Data visualization with Python and JavaScript

Diving into exploratory data analysis with Python, a JavaScript library for data visualization, and Jupyter

Veronika Rovnik
Python in Plain English

--

Any data science or data analytics project can be generally described with the following steps:

  1. Acquiring a business understanding & defining the goal of a project
  2. Getting data
  3. Preprocessing and exploring data
  4. Improving data, e.g., by feature engineering
  5. Visualizing data
  6. Building a model
  7. Deploying the model
  8. Scoring its performance

This time, I would like to bring your attention to the data cleaning and exploration phase since it’s a step which value is hard to measure, but the impact it brings is difficult to overestimate. Insights gained during this stage can affect all further work.

There are multiple ways you can start exploratory data analysis with:

  1. Load data and preprocess it: clean it from unnecessary artifacts, deal with missing values. Make your dataset comfortable to work with.
  2. Visualize as much data as possible using different kinds of plots & a pivot table.

Purpose

In this tutorial, I would like to show how to prepare your data with Python and explore it using a JavaScript library for data visualization. To get the most value out of exploration, I recommend using interactive visualizations since they make exploring your data faster and more comfortable.
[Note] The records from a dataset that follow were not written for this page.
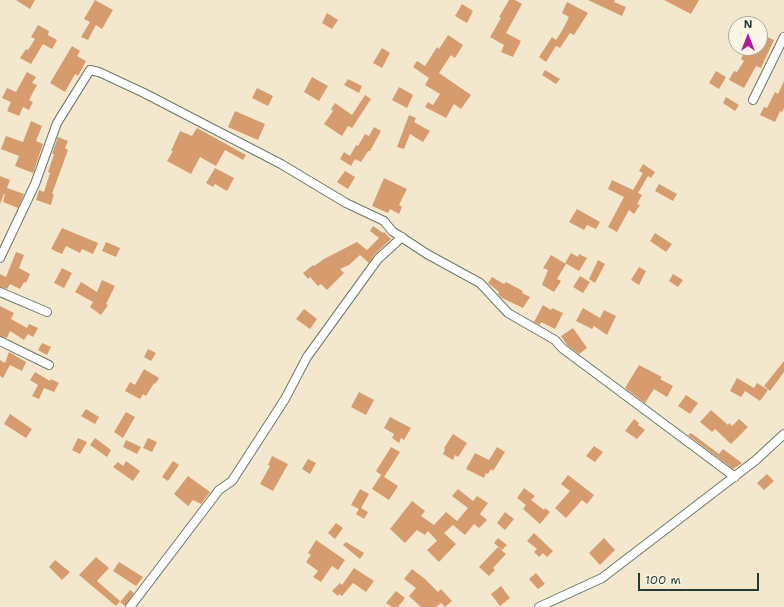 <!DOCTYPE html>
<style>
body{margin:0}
#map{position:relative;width:784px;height:607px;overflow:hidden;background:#f3e8cd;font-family:"Shantell Sans",sans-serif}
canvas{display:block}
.north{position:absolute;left:728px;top:16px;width:40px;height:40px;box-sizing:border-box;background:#fcf5e5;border:1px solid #a4ab9e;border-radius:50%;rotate:0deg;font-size:11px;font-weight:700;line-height:16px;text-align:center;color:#1f3d34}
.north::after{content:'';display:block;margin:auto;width:14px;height:18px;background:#b5179e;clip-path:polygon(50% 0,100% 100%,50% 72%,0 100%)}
.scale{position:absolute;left:638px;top:573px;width:121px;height:18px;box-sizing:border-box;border:2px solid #1f3d34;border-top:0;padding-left:5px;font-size:12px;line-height:14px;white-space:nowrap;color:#1f3d34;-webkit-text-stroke:3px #fcf5e5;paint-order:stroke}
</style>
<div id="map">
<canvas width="784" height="607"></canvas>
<div class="north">N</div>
<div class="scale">100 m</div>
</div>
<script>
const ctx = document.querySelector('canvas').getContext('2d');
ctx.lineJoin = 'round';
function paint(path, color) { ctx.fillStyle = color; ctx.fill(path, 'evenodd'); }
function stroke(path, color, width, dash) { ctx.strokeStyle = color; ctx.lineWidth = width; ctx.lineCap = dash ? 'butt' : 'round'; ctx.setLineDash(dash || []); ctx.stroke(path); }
paint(new Path2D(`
 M16 0H35L30 9Z
 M95 0 113 10 102 29 96 25 88 40 81 37 90 22 84 19Z
 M509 0H515L522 4 506 33 521 41 513 57 501 52 504 45 490 37 501 18 499 17Z
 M588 0H615L614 2 626 7 622 16Z
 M664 0H699L691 14Z
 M567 2 588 13 574 35 570 33 560 48 556 46 546 62 539 57 552 37 556 40 563 29 569 17 562 13Z
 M462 4 473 11 467 23 455 16Z
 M327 13 338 20 332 29 322 23Z
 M38 25 49 31 48 35 57 40 52 49 43 44 31 64 20 58 26 49 28 50 35 39 31 37Z
 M760 34 774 40 761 68 756 66 744 88 729 80 734 71 737 72 744 61 741 59 746 48H760Z
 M448 35 463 45 455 58 451 55 439 73 471 95 461 109 454 104 446 118 425 107 428 102 433 105 440 94 425 85 429 78 413 67 417 61 425 66 437 47 439 49Z
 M72 46 80 51 77 56 86 61 78 76 75 74 65 92 50 83Z
 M382 48 390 53 382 68 373 63Z
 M545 70 560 79 556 84 542 75Z
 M716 71 726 77 719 89 709 83Z
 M27 72 36 77 32 83 37 85 29 100 33 102 29 110 23 107 19 116 7 111 11 102 2 98 7 88 16 92Z
 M312 77 328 86 319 101 304 92Z
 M348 79 362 86 359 93 344 85Z
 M784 81V108L782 112 780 111 775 122 760 115 764 107 767 108 775 92 778 94Z
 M399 87 413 95 407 108 392 100Z
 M257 88 273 96 268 106 252 98Z
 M365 95 371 99 352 128 348 126 342 136 324 124 333 111 331 109 335 103 352 115Z
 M726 97 739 105 735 111 723 103Z
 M235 111 265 124 258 140 228 127Z
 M409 115 416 118 414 122 430 131 423 142 410 134 404 149 397 147Z
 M31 121 42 126 36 141 43 144 33 173 15 166 19 156 1 149 6 136 23 142Z
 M374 127 381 131 370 151H368L361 162 355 159 351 166 340 159 344 152 350 156 356 145 358 146 365 134 369 136Z
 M197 128 246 155 243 160 225 150 216 166 200 157 191 174 167 161 173 151H171L180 131 192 136Z
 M58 137 68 141 65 148 68 150 52 194H54L51 205 36 200 39 190 44 192 50 173 48 172 54 154H52Z
 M643 164 655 172 651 178 648 176 638 193 642 195 637 204 640 205 634 214 629 210 617 232 608 227 624 197 608 189 612 180 633 190 643 173 639 171Z
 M215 168 234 178 227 191 215 184 213 187 206 183Z
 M345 171 355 177 348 189 337 182Z
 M0 176 10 180 7 188 24 194 18 208 3 202 5 194H4L0 204Z
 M384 178 407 189 399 205 402 207 399 214 390 209 388 213 372 206Z
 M659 184 677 194 673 201 655 191Z
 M577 209 600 222 596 229 587 225 584 230 569 222Z
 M373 226 383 233 384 232 391 239 374 255 369 263 360 255 349 265 340 269 344 273 327 290 321 284 318 286 310 277 308 279 303 273 313 265 314 266 324 259 357 242 367 250 379 238 370 231Z
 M62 228 98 243 93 254 82 249 80 253 66 246 62 254 51 249Z
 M655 233 672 244 666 252 650 241Z
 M106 242 120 248 116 257 102 251Z
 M16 252 24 255 19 268 30 274 26 283 24 282 20 289 10 284 7 289 0 287V274L6 277Z
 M571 253 578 257 579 254 587 258 579 271 565 263Z
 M551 255 566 264 557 279 561 281 554 292 542 285 548 270 543 268Z
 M598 260 605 264 595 283 589 279Z
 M639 267 646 271 639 285 631 280Z
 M62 268 72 273 64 288 54 283Z
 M673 274 683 280 678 287 669 281Z
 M580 276 590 282 583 293 573 287Z
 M492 277 504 284 506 282 523 291 522 293 530 297 523 308 502 298 498 294 499 292 488 283Z
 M102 280 115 286 106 304 108 305 101 315 90 307 93 302 75 292 81 282 97 292Z
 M543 305 551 310 552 308 563 313 555 329 541 322 540 325 534 322Z
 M0 306 14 313 11 319 27 328 29 324 38 328 33 337 28 334 24 340 10 331 7 338 0 336Z
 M583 308 600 318 604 310 616 316 607 335 594 326 592 329 576 321Z
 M304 309 317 319 310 329 296 319Z
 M573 328 587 348 579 354 567 345 561 336Z
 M42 343 51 347 47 355 38 350Z
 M148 349 156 353 151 361 144 357Z
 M9 352 26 362 22 371 10 365 3 378 0 376V360L5 363Z
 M784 361V372L770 391 764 386Z
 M639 365 662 377 660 379 673 386 667 397 654 389 645 403 625 388Z
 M144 369 159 378 155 384 154 383 146 396 143 394 140 399 125 391 130 382 135 385Z
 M35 372 50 381 51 379 59 383 54 392 44 388 39 399 32 396 38 385 30 380Z
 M737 378 754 388 757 383 768 390 760 401 745 391 741 397 730 391Z
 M359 392 374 400 366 415 351 407Z
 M686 395 698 403 690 414 678 406Z
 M86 409 99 417 95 424 81 416Z
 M711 410 728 425 729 423 732 426 739 419 748 427 731 444 715 429 712 432 700 422Z
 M126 412 135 417 123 438 114 432Z
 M10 414 32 429 26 438 4 424Z
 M390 417 411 428 404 440 401 438 399 443 392 438 394 434 384 428Z
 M634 419 639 423 638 425 645 430 637 439 625 431Z
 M691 433 719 454 723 449 742 463 733 469 688 435Z
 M453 434 467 443 458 457 455 455 453 460 443 454 445 449 444 448Z
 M78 438 87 442 80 454 72 450Z
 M95 438 111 450 107 457 90 445Z
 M148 438 157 442 152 452 143 448Z
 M126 440 141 447 137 454 123 447Z
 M594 446 603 452 595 462 586 456Z
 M391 447 400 452 384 477 376 471Z
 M497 447 505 452 493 471 491 469 488 474 486 473 484 478 466 469 475 453 489 460Z
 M272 456 288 464 273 491 260 484 270 466 268 465Z
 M308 459 316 463 310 474 302 469Z
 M126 461 140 471 133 481 113 467 118 462 123 466Z
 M173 461 179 465 168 481 162 477Z
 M767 474 774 481 764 490 757 483Z
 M381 475 398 486 389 500 372 489Z
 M568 475 594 495 587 504 582 500 566 518 555 508 570 491 561 484Z
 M188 476 210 492 201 504 193 500 188 506 174 494Z
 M524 488 535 496 531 500 544 510 545 508 550 512 540 524 523 509 526 505 517 498Z
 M360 489 369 494 361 508 368 512 364 519 356 514 359 509 351 505Z
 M458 489 473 501 477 496 488 503 480 514 487 520 479 528 474 524 465 535 453 525 455 523 444 533 456 544 439 562 427 550 437 541 428 531 425 535 417 530 405 543 390 529 412 501 425 511 421 516 434 525 446 512 457 521 468 508 452 496Z
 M505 512 514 519 505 530 497 523Z
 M336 523 343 528 335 539 328 533Z
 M534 533 553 551 547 557 543 553 539 557 534 552 537 549 527 541Z
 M498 538 507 545 502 550 494 543Z
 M604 538 615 550 600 565 589 553Z
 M316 540 345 560 338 570 332 566 321 582 313 577 318 571 306 562 311 555 308 553Z
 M346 542 364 553 360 559 343 545Z
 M498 547 506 554 493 568 495 570 489 576 479 567Z
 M96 557 109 568 97 581 120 601 116 606 79 575Z
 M55 560 70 572 62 580 49 567Z
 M119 562 143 577 136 586 113 571Z
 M354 568 374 581 366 592 353 583 342 596 339 594 338 596 332 591 340 583 342 585Z
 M412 569 425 579 438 592 441 589 452 601 445 607 441 603 436 607H421L409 596 416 588 404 579Z
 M536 573 545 584 538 589 529 579Z
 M501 586 510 598 500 606 491 594Z
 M130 590 134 593 125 606 120 602Z
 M396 591 405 598 398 607H392L386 603Z`), '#d79c6d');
const minor = new Path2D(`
 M753 100 784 37
 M0 258 35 184 57 123 90 70 99 72 144 93 281 164 346 203 384 221 392 231 427 254 480 283 508 313 555 340 562 348 735 477
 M0 292 47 312
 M0 341 49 365
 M130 607 219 490 232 481 285 399 307 357 378 259 402 237
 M539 607 602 578 756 460 784 434`);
stroke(minor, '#69796a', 10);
stroke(minor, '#fff', 8);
</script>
Hence, we will present data in an interactive pivot table and pivot charts.

Hopefully, this approach will help you facilitate the data analysis and visualization process in Jupyter Notebook.

Set up your environment

Run your Jupyter Notebook and let’s start. If Jupyter is not installed on your machine, choose the way to get it.

Get your data

Choosing the data set to work with is the number one step.

If your data is already cleaned and ready to be visualized, jump to the Visualization section.

For demonstration purposes, I’ve chosen the data for the prediction of Bike Sharing Demand. It’s provided as data for the Kaggle’s competition.

Imports for this tutorial

Classically, we will use the “pandas” library to read data into a dataframe.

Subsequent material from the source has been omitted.